Would you copy the records below, exactly and only from their first line through the line containing "Localize all labels, markers", without any pictures?
___ Records provided ___
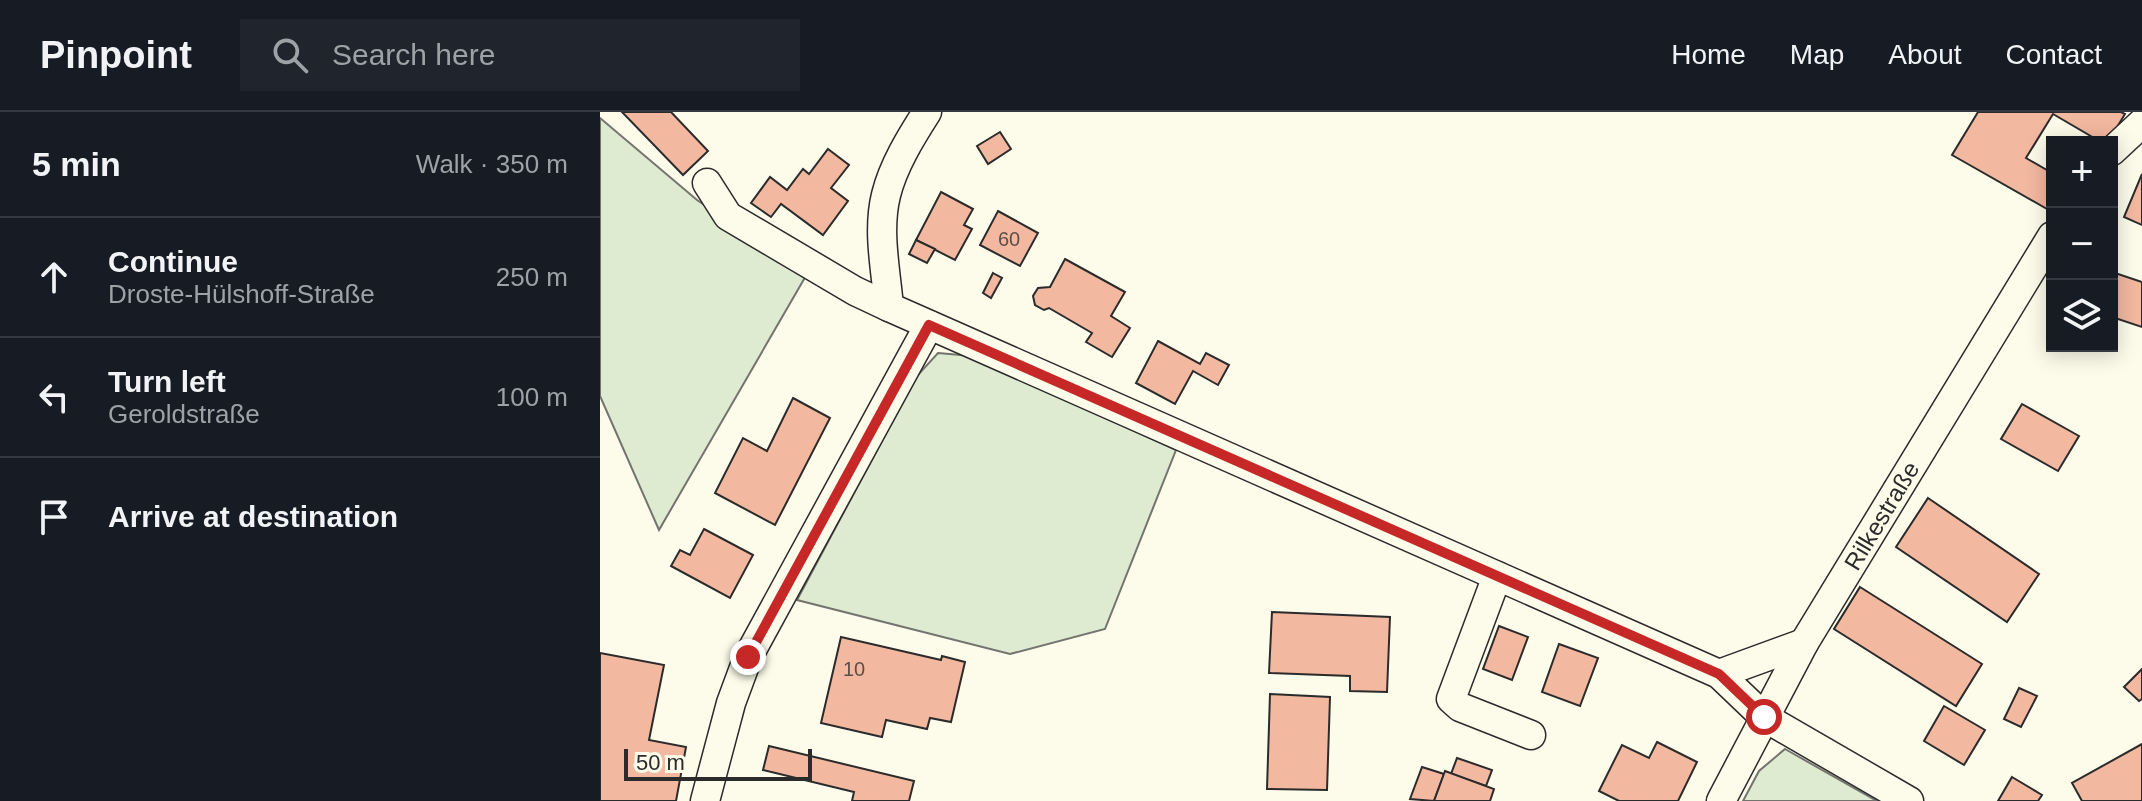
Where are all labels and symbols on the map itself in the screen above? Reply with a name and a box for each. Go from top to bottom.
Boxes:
house number: 60 [998,228,1020,250]
street label: Rilkestraße [1839,457,1924,575]
route end [730,639,766,675]
house number: 10 [843,658,865,680]
route start [1746,699,1782,735]
scale bar [624,745,812,781]

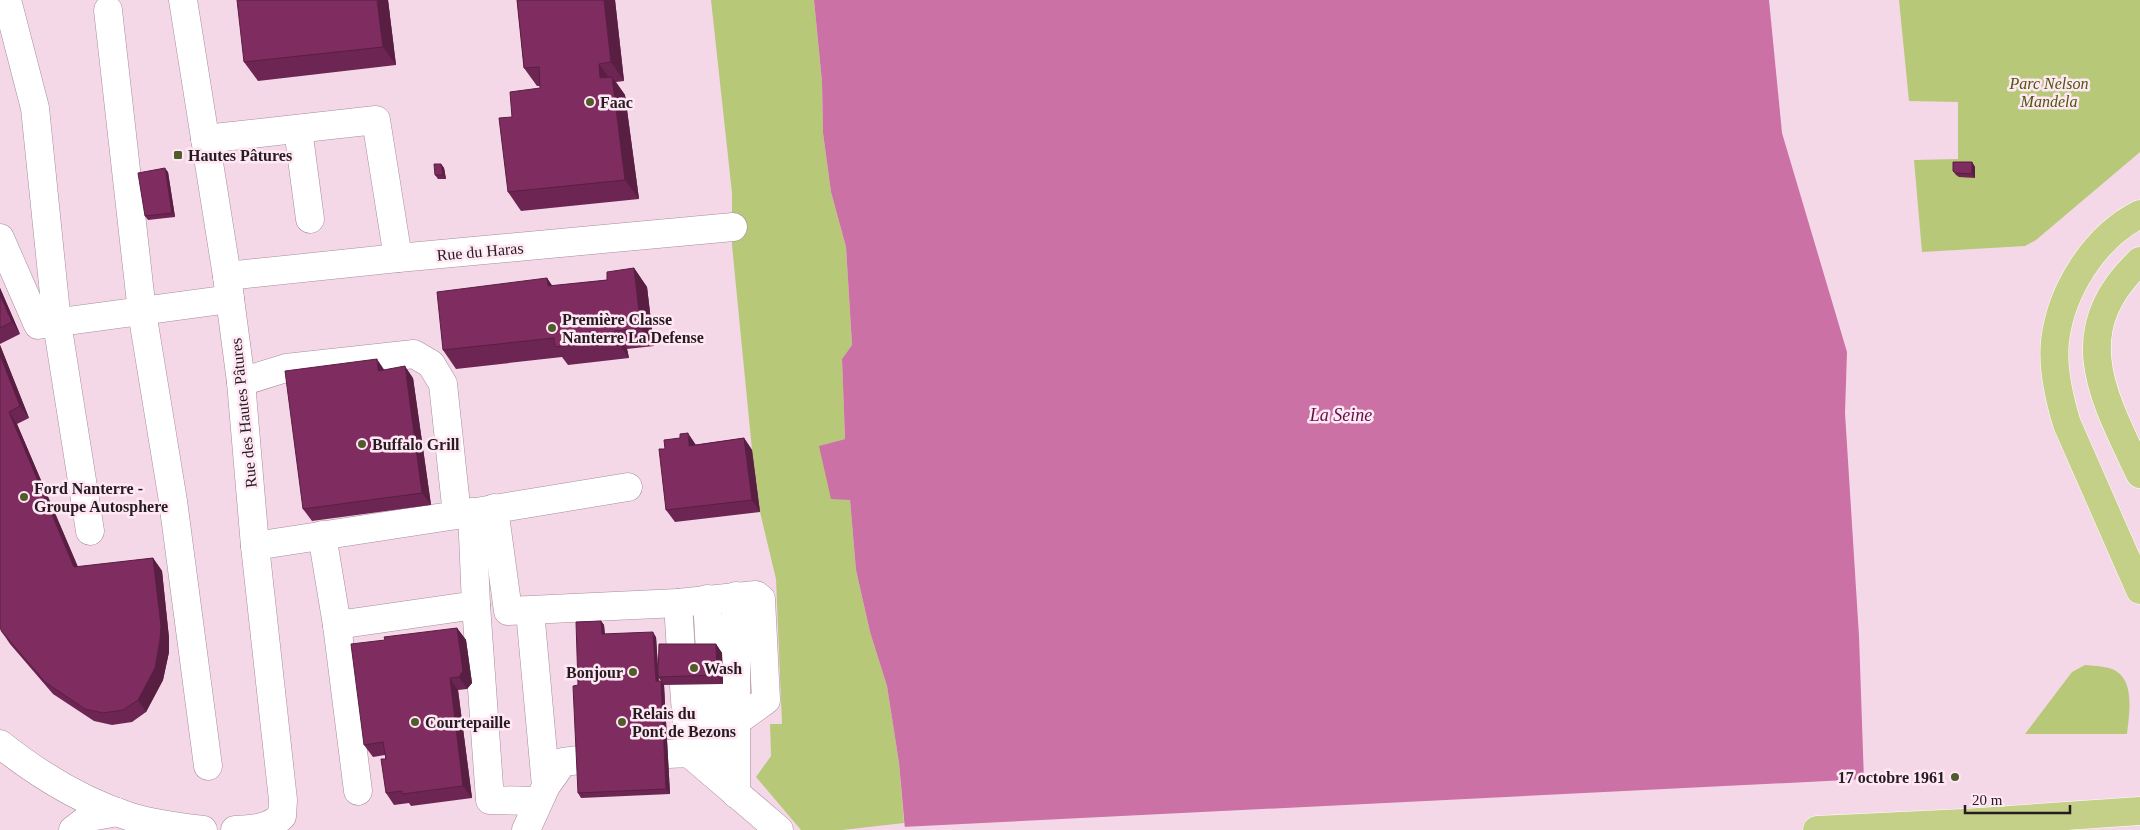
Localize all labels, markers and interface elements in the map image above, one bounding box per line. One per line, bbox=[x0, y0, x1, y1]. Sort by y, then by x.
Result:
park label: Parc Nelson Mandela bbox=[2009, 75, 2088, 110]
place label: Faac bbox=[600, 94, 633, 111]
marker: Faac bbox=[584, 96, 596, 108]
place label: Hautes Pâtures bbox=[188, 147, 292, 164]
marker: Hautes Pâtures bbox=[172, 149, 184, 161]
street label: Rue du Haras bbox=[436, 239, 524, 264]
place label: Première Classe Nanterre La Defense bbox=[562, 311, 704, 346]
marker: Première Classe Nanterre La Defense bbox=[546, 322, 558, 334]
street label: Rue des Hautes Pâtures bbox=[227, 337, 260, 489]
water label: La Seine bbox=[1309, 405, 1372, 425]
place label: Buffalo Grill bbox=[372, 436, 460, 453]
marker: Buffalo Grill bbox=[356, 438, 368, 450]
place label: Ford Nanterre - Groupe Autosphere bbox=[34, 480, 168, 516]
marker: Ford Nanterre - Groupe Autosphere bbox=[18, 491, 30, 503]
place label: Wash bbox=[704, 660, 742, 677]
marker: Wash bbox=[688, 662, 700, 674]
place label: Bonjour bbox=[566, 664, 623, 682]
marker: Bonjour bbox=[627, 666, 639, 678]
place label: Relais du Pont de Bezons bbox=[632, 705, 736, 740]
place label: Courtepaille bbox=[425, 714, 510, 732]
marker: Courtepaille bbox=[409, 716, 421, 728]
marker: Relais du Pont de Bezons bbox=[616, 716, 628, 728]
place label: 17 octobre 1961 bbox=[1838, 769, 1945, 786]
marker: 17 octobre 1961 bbox=[1949, 771, 1961, 783]
scale bar bbox=[1965, 782, 2070, 814]
text: 20 m bbox=[1972, 792, 2003, 808]

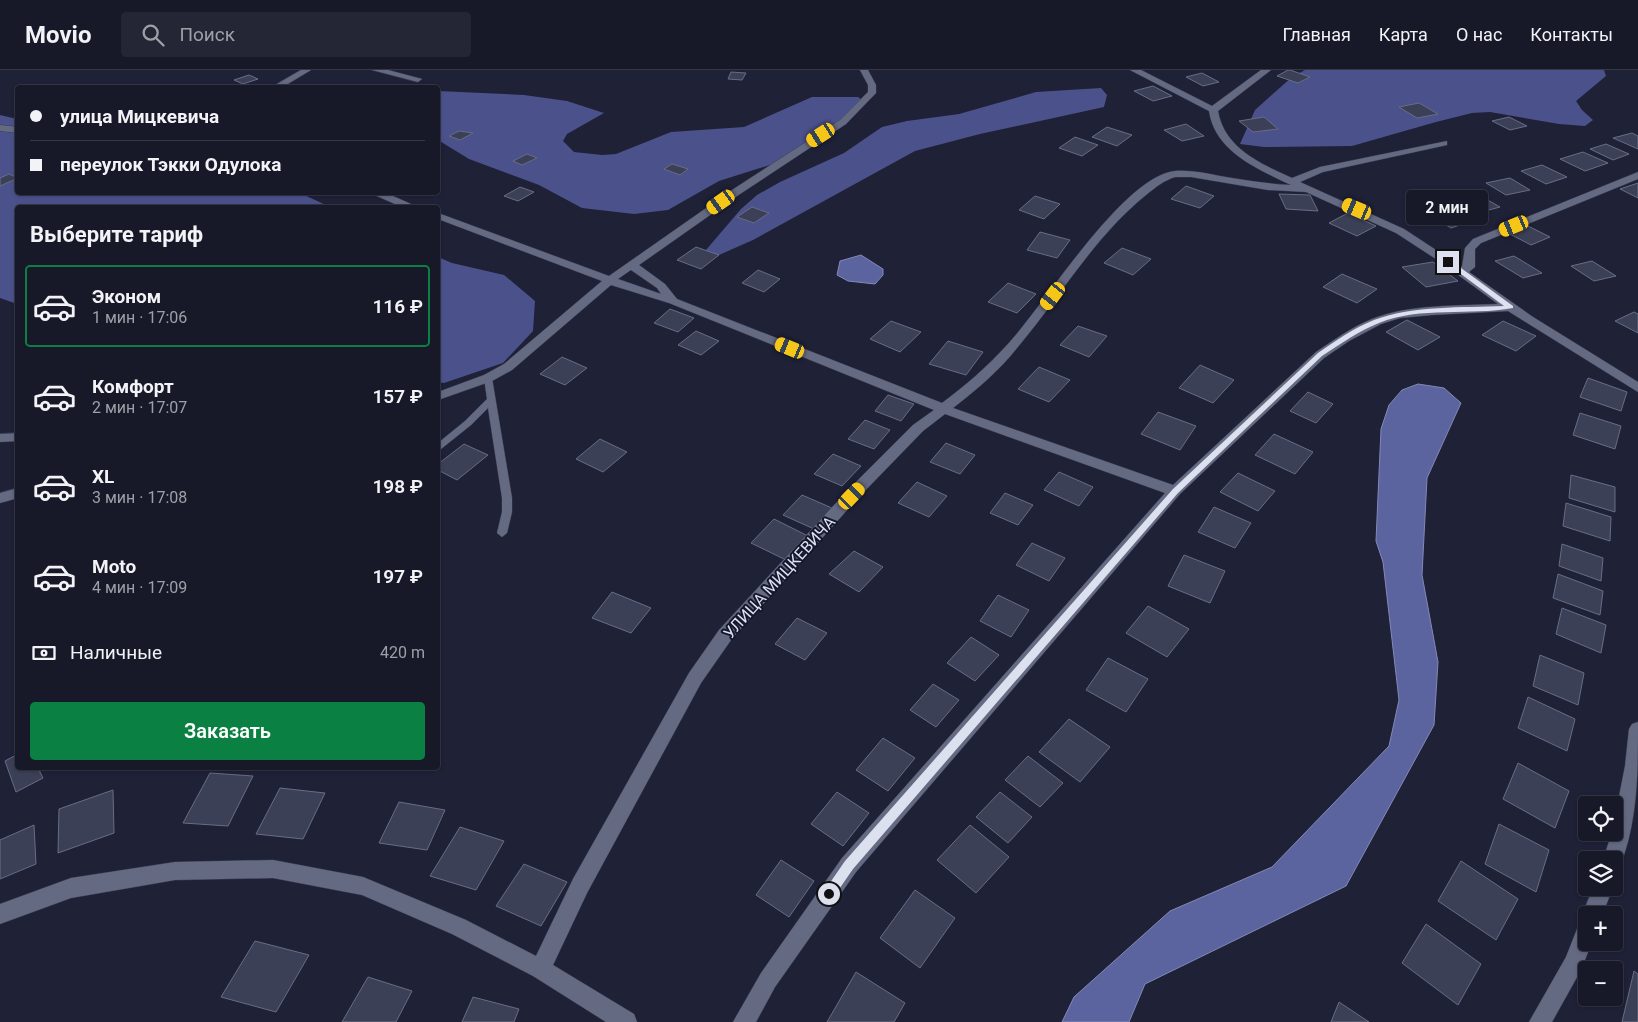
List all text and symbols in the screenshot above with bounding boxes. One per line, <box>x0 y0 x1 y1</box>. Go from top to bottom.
search box <box>121 12 471 57</box>
text: Movio <box>25 21 91 49</box>
icon: search <box>139 21 167 49</box>
text: Поиск <box>179 23 235 46</box>
text: Главная <box>1282 24 1351 45</box>
text: Карта <box>1379 24 1428 45</box>
text: О нас <box>1456 24 1502 45</box>
text: Контакты <box>1530 24 1613 45</box>
text: улица Мицкевича <box>60 105 219 128</box>
car <box>804 121 837 149</box>
text: переулок Тэкки Одулока <box>60 153 281 176</box>
car <box>704 187 737 217</box>
callout: 2 мин <box>1407 190 1489 224</box>
car <box>1340 196 1373 222</box>
text: 2 мин <box>1425 198 1469 217</box>
car <box>1497 213 1530 239</box>
text: Выберите тариф <box>30 222 203 247</box>
route end <box>1437 251 1459 273</box>
car <box>1037 280 1068 312</box>
icon: car <box>32 284 77 329</box>
text: Эконом <box>92 285 161 308</box>
text: 116 ₽ <box>372 295 423 318</box>
text: 1 мин · 17:06 <box>92 308 187 327</box>
car <box>773 335 806 361</box>
icon: car <box>32 374 77 419</box>
text: Комфорт <box>92 375 174 398</box>
text: 157 ₽ <box>372 385 423 408</box>
text: 2 мин · 17:07 <box>92 398 187 417</box>
icon: car <box>32 464 77 509</box>
text: XL <box>92 465 114 488</box>
text: 198 ₽ <box>372 475 423 498</box>
car <box>836 480 867 512</box>
text: 3 мин · 17:08 <box>92 488 187 507</box>
street label: УЛИЦА МИЦКЕВИЧА <box>720 512 840 642</box>
icon: car <box>32 554 77 599</box>
text: Moto <box>92 555 136 578</box>
text: 197 ₽ <box>372 565 423 588</box>
text: 4 мин · 17:09 <box>92 578 187 597</box>
icon: cash <box>30 639 58 667</box>
text: Наличные <box>70 641 162 664</box>
text: 420 m <box>380 643 425 662</box>
button: Заказать <box>30 702 425 760</box>
map controls <box>1578 796 1623 1006</box>
button: locate <box>1578 796 1623 841</box>
button: layers <box>1578 851 1623 896</box>
route start <box>818 883 840 905</box>
button: + <box>1578 906 1623 951</box>
button: − <box>1578 961 1623 1006</box>

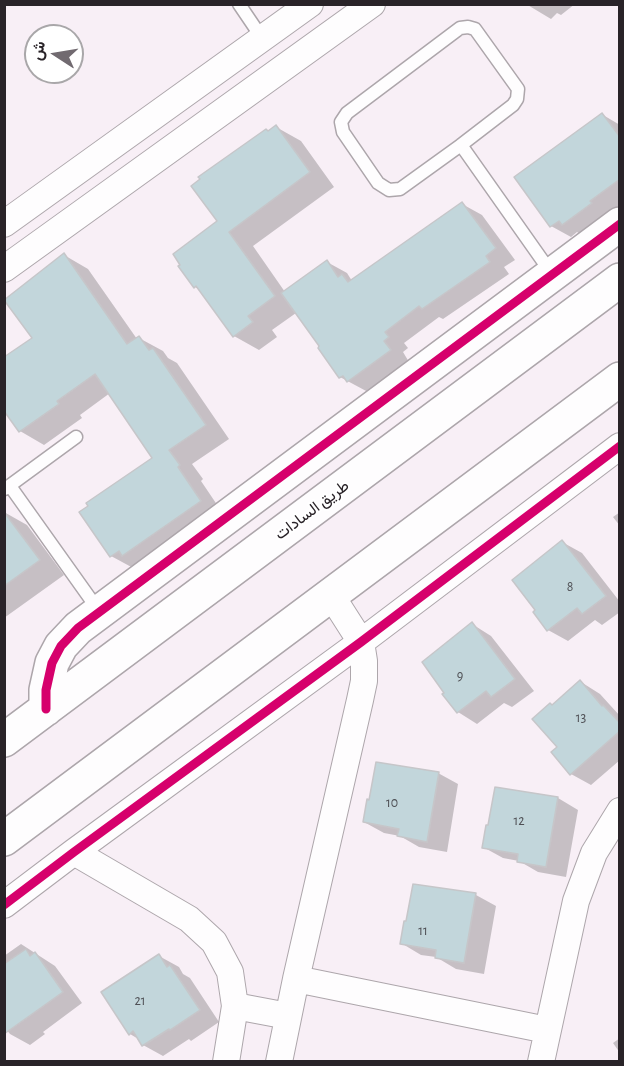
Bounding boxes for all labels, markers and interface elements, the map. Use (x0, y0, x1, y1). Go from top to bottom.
___
--- Reply ---
Where are all labels and symbols on the map itself in the screen above? Reply with a name and a box for each. Go from top to bottom.
Boxes:
house number: 60 [998,228,1020,250]
street label: Rilkestraße [1839,457,1924,575]
route end [730,639,766,675]
house number: 10 [843,658,865,680]
route start [1746,699,1782,735]
scale bar [624,745,812,781]

Localize all labels, markers and interface elements in the map image above, one bounding box per line. One per line, bbox=[x0, y0, x1, y1]. Sort by y, then by x.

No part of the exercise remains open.